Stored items
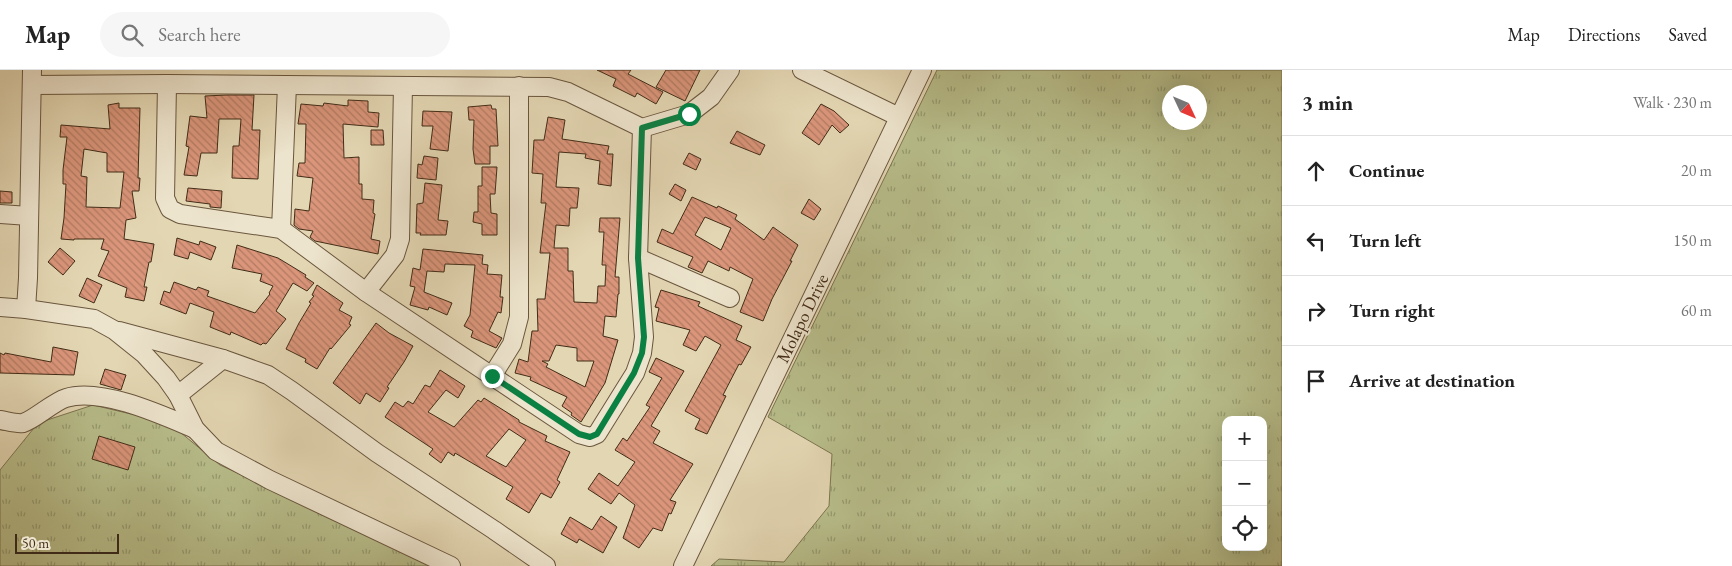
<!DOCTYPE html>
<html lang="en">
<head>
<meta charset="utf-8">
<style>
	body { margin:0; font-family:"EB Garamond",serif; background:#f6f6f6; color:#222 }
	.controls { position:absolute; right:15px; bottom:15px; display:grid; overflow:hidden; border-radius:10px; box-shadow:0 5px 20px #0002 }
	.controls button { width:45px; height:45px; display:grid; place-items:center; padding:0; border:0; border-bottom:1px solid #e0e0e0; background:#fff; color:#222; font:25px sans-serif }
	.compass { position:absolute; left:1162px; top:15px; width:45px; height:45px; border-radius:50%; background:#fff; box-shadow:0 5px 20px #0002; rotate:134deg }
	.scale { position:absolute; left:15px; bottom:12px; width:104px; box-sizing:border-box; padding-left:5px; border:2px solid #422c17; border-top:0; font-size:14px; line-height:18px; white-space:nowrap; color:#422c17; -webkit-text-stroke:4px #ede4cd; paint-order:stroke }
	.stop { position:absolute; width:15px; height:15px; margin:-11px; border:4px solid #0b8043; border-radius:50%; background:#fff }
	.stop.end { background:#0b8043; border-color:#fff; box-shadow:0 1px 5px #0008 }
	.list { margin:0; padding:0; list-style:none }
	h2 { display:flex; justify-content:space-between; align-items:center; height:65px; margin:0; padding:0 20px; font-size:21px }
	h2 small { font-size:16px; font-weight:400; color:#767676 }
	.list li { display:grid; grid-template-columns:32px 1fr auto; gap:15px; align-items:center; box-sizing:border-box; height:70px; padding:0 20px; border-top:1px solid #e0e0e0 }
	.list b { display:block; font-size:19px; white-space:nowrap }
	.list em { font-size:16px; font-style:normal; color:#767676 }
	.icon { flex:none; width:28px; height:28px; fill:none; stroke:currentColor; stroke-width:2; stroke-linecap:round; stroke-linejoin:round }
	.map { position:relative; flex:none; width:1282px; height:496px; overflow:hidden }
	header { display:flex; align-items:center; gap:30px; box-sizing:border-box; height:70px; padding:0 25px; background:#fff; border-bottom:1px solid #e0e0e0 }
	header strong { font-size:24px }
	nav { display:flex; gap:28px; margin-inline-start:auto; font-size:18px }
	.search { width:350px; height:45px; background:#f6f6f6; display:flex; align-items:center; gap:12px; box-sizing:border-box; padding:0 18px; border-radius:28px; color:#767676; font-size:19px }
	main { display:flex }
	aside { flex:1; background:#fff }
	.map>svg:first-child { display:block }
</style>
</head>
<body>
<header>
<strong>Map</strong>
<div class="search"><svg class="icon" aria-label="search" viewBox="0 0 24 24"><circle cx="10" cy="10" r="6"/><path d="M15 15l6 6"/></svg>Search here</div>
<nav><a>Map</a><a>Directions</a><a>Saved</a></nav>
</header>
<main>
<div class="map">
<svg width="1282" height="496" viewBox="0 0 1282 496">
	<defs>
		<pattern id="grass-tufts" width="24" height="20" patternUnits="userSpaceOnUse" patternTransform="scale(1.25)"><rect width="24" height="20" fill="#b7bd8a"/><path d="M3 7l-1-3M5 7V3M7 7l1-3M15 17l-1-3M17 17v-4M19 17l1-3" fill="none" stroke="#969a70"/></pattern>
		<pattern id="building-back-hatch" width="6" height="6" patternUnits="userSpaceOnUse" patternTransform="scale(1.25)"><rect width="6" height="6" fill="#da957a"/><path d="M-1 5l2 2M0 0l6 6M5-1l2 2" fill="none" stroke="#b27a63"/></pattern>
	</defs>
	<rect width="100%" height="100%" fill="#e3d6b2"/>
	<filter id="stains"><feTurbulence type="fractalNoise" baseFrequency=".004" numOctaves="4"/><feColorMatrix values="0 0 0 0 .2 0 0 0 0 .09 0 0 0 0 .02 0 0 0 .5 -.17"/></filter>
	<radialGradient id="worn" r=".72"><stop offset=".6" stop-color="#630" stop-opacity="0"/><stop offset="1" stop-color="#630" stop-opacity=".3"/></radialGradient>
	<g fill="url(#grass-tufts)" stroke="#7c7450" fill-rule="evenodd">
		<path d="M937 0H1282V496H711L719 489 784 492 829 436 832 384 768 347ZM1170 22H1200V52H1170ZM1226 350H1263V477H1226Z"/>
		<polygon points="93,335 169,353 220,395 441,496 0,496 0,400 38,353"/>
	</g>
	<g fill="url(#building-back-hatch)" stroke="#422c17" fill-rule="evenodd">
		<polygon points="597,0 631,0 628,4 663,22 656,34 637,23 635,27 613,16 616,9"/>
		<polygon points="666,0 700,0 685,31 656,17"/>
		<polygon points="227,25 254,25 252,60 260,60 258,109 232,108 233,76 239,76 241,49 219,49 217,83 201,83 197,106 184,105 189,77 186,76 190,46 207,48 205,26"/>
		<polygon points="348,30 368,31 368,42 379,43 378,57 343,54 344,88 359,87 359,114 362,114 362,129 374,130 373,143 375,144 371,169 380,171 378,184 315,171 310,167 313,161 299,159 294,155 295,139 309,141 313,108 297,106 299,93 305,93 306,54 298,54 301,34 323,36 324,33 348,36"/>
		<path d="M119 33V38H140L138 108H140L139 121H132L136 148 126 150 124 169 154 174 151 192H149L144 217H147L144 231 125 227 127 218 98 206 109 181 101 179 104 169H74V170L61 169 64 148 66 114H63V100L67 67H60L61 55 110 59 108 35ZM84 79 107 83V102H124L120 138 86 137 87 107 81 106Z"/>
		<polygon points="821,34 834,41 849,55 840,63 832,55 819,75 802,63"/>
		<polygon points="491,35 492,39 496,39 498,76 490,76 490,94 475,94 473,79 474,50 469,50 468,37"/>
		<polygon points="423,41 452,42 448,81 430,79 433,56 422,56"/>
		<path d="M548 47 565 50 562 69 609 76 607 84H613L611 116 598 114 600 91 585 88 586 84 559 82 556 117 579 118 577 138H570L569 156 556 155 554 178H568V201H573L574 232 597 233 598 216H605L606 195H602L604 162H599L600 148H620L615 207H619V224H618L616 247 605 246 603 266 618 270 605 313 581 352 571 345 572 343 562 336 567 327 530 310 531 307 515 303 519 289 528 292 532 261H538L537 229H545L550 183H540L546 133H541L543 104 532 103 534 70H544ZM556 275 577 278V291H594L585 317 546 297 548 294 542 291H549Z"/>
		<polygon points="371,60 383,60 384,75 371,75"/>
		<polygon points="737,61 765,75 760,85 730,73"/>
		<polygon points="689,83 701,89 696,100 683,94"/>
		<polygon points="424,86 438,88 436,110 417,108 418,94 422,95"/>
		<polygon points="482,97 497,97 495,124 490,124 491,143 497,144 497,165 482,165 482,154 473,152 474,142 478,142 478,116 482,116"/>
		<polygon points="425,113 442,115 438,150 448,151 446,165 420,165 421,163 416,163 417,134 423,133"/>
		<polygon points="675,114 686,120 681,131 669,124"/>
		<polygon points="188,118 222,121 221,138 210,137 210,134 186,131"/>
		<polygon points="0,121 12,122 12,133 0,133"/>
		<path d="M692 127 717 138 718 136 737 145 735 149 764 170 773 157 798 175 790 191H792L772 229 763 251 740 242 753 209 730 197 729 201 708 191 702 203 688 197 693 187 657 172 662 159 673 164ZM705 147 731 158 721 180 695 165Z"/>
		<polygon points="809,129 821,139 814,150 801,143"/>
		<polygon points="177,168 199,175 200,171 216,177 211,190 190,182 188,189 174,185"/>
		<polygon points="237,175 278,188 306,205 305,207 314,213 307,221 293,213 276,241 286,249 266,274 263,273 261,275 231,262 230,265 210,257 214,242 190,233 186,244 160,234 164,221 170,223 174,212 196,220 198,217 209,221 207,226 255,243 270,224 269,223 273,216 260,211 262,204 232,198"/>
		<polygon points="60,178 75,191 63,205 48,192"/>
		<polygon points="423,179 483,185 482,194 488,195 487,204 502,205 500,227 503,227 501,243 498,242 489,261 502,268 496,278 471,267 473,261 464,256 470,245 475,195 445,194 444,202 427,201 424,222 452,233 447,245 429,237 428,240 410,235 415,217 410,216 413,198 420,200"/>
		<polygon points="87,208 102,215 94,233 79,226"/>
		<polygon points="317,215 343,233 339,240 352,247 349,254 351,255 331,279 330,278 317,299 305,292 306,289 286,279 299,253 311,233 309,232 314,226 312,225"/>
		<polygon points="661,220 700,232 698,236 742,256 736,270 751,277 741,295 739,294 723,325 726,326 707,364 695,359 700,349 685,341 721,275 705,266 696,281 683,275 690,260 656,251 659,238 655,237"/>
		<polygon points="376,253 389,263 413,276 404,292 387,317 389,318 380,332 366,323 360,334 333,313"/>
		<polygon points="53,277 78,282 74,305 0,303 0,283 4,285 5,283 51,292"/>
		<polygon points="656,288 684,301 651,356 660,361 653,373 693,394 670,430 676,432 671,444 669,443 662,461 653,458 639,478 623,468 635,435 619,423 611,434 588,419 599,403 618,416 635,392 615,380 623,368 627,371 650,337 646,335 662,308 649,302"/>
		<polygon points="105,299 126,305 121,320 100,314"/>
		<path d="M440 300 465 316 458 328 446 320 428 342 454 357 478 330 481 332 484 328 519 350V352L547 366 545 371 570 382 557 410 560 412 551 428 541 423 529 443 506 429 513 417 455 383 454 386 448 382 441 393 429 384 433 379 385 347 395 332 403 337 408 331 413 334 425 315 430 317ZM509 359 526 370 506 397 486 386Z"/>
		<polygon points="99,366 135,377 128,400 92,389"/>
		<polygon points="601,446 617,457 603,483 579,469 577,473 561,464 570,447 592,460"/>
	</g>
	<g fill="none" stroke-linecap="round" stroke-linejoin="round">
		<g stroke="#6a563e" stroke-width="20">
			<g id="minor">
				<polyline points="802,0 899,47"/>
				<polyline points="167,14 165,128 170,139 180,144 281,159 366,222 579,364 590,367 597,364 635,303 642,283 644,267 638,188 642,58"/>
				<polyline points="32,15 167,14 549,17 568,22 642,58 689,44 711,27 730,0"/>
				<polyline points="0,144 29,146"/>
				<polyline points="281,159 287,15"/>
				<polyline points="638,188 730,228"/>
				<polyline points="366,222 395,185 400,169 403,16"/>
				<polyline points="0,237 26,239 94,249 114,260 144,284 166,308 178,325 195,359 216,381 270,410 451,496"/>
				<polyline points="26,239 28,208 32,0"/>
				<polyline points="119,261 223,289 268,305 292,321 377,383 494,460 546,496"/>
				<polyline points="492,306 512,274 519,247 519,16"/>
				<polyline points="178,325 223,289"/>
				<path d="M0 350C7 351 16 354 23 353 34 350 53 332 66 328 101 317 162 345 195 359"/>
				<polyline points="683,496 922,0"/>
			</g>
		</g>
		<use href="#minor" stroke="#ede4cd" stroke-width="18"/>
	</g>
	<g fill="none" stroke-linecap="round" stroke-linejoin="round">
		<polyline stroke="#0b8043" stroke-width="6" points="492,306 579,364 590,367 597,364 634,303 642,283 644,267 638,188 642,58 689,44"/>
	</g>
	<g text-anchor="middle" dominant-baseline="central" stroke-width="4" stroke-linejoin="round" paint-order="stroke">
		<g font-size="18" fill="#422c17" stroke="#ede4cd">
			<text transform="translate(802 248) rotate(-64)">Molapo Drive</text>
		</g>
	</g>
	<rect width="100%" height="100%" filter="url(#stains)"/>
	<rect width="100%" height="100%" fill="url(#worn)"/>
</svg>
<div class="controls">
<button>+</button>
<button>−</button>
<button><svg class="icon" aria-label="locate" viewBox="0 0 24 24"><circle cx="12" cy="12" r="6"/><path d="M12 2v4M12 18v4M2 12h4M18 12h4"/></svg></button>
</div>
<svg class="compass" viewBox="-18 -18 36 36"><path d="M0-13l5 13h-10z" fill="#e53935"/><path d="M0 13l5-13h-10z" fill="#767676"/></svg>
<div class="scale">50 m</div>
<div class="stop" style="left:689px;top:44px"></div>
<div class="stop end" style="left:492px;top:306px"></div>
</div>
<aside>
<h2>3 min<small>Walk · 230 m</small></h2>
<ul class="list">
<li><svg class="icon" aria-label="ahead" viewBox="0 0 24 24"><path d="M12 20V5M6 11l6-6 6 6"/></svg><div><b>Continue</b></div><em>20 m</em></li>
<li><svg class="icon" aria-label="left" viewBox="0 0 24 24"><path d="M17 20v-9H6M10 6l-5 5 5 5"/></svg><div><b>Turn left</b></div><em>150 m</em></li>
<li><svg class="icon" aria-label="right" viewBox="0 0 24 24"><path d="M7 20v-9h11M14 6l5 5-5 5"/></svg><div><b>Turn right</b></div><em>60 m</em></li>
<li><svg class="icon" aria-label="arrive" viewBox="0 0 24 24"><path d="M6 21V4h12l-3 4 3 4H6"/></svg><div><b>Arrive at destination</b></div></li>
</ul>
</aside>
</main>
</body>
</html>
---
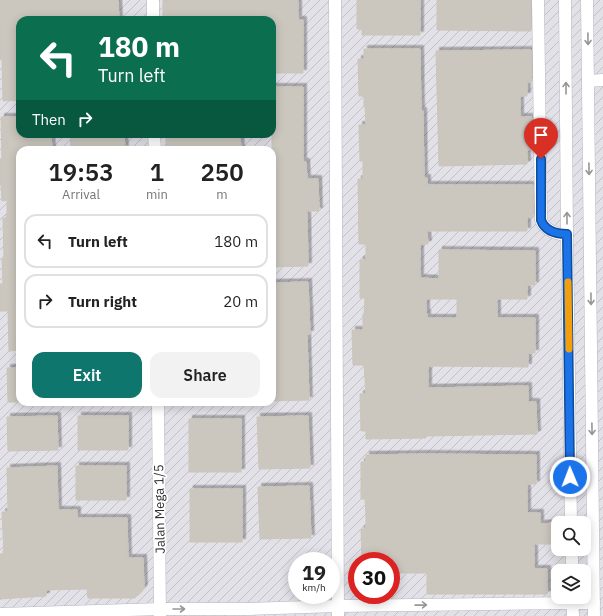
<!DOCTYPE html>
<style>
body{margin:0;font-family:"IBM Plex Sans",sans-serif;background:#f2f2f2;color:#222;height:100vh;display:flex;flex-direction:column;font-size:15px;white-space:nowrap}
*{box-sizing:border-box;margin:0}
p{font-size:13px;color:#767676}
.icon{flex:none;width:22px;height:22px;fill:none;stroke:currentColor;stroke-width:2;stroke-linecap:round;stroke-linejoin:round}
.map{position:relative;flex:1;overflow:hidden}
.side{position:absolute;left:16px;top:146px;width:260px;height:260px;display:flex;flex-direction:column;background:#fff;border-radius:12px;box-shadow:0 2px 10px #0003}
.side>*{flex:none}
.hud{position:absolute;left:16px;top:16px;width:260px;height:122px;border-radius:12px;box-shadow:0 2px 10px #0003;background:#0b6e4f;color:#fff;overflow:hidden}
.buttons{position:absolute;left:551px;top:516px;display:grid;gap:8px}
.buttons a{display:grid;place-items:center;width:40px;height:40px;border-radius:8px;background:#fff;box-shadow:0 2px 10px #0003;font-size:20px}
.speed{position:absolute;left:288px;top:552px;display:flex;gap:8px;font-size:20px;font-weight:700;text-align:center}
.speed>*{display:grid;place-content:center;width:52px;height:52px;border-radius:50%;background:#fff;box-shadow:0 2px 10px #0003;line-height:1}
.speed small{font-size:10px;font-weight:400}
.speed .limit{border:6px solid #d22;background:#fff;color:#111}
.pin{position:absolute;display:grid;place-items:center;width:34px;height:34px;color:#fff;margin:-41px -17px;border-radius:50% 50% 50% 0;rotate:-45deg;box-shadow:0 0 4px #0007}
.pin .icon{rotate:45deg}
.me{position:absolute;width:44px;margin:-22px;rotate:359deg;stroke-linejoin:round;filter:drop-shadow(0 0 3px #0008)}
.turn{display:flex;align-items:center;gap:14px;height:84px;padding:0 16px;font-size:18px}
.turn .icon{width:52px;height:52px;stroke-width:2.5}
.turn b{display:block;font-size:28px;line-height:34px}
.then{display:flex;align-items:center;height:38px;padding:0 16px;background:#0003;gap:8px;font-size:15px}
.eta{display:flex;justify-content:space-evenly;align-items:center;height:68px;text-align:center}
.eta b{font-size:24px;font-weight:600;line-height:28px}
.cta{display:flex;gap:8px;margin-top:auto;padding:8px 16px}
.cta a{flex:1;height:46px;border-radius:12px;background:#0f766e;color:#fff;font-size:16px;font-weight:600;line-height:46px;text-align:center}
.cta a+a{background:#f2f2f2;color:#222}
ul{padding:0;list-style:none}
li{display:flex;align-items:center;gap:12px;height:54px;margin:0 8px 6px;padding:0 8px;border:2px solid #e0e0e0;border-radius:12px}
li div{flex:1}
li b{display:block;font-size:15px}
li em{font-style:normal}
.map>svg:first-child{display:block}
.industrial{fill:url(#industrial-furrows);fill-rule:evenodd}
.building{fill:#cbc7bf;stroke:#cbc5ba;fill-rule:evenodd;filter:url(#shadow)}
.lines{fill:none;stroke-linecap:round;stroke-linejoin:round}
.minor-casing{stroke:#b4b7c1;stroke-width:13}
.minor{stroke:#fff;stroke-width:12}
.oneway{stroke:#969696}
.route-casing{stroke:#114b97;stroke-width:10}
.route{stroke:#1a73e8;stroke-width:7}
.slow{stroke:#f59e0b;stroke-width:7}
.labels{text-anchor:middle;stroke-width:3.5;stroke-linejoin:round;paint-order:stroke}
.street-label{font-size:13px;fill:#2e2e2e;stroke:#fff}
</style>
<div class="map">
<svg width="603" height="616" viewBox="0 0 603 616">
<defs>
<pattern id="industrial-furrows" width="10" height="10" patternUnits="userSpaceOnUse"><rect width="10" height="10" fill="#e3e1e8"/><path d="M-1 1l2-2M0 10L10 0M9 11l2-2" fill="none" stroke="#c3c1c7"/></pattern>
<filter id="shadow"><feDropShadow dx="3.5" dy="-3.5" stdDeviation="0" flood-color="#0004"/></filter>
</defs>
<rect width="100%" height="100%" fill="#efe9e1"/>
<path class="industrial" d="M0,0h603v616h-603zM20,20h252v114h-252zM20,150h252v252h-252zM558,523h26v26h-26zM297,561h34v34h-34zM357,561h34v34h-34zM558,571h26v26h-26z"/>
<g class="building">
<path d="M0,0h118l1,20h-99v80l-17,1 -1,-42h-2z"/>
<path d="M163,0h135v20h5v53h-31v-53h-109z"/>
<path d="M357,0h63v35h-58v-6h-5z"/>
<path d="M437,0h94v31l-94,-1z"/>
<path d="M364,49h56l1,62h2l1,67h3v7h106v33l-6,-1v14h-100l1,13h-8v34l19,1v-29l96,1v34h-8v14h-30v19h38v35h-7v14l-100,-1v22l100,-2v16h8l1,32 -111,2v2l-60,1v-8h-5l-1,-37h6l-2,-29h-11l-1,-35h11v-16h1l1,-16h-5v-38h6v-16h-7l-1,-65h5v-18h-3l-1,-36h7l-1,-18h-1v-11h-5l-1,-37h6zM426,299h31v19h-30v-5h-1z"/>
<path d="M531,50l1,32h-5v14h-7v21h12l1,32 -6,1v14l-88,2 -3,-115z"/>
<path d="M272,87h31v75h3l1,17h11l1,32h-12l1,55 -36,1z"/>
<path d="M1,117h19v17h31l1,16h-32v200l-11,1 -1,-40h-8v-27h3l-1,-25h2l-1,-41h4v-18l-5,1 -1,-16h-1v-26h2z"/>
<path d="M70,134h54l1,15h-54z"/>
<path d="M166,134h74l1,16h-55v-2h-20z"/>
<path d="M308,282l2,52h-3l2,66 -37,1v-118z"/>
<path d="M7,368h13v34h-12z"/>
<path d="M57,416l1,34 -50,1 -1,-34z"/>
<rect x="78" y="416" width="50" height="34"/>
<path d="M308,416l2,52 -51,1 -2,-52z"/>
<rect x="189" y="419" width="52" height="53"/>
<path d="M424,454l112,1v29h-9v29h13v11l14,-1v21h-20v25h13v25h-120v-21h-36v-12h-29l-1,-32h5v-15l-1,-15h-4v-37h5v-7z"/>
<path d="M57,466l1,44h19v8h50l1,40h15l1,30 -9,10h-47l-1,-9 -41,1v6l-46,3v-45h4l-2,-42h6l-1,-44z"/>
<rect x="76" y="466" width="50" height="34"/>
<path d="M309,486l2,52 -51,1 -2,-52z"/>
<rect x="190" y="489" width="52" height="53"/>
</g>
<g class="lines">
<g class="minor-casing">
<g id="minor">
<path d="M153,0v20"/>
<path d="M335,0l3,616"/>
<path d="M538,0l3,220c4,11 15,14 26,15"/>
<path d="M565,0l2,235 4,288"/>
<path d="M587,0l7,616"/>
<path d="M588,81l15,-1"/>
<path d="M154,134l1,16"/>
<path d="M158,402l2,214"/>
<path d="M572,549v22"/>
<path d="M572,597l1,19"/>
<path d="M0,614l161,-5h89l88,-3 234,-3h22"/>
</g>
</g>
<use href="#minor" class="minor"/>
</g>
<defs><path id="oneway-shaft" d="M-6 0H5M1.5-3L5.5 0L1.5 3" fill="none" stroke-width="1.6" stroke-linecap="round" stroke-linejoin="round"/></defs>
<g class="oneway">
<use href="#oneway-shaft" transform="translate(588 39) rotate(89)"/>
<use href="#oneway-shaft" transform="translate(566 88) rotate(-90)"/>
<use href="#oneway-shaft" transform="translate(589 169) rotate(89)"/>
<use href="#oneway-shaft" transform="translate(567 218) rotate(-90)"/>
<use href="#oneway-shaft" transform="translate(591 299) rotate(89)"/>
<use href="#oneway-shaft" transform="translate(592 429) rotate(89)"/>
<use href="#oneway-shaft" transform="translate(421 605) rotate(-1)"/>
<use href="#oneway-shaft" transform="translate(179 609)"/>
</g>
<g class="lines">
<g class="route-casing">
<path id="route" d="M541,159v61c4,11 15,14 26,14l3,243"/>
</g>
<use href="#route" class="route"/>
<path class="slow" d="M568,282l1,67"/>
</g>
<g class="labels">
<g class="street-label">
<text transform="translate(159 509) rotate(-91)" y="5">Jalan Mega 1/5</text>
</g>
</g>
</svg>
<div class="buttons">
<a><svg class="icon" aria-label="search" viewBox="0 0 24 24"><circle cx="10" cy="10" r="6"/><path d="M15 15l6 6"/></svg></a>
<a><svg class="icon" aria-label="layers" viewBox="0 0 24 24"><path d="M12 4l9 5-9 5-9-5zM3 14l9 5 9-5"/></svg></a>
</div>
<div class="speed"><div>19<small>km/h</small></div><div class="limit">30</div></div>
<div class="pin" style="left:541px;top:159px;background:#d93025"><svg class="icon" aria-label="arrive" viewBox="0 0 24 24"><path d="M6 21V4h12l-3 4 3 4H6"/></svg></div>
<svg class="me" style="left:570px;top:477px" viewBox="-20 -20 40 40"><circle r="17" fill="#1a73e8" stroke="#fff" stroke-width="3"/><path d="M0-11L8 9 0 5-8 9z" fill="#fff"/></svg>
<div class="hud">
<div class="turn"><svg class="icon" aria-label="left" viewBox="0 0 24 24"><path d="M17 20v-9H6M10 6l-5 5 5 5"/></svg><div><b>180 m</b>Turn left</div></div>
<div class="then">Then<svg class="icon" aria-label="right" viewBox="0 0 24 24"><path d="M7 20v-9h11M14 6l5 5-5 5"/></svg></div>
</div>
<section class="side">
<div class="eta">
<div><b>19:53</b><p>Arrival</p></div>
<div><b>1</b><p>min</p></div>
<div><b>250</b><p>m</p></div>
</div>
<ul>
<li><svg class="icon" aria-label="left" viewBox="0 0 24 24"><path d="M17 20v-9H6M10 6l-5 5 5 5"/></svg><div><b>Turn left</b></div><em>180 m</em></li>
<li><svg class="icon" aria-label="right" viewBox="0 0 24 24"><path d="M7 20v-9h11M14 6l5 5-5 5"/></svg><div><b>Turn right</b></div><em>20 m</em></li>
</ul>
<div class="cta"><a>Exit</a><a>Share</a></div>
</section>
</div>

*Task to carry out*: Taking the records above, retype every line from the one with "position:absolute; left:1162px; top:15px;" down to the one with "position:absolute; width:15px; height:15px;", exactly and with nothing else.

*Final answer*:
	.compass { position:absolute; left:1162px; top:15px; width:45px; height:45px; border-radius:50%; background:#fff; box-shadow:0 5px 20px #0002; rotate:134deg }
	.scale { position:absolute; left:15px; bottom:12px; width:104px; box-sizing:border-box; padding-left:5px; border:2px solid #422c17; border-top:0; font-size:14px; line-height:18px; white-space:nowrap; color:#422c17; -webkit-text-stroke:4px #ede4cd; paint-order:stroke }
	.stop { position:absolute; width:15px; height:15px; margin:-11px; border:4px solid #0b8043; border-radius:50%; background:#fff }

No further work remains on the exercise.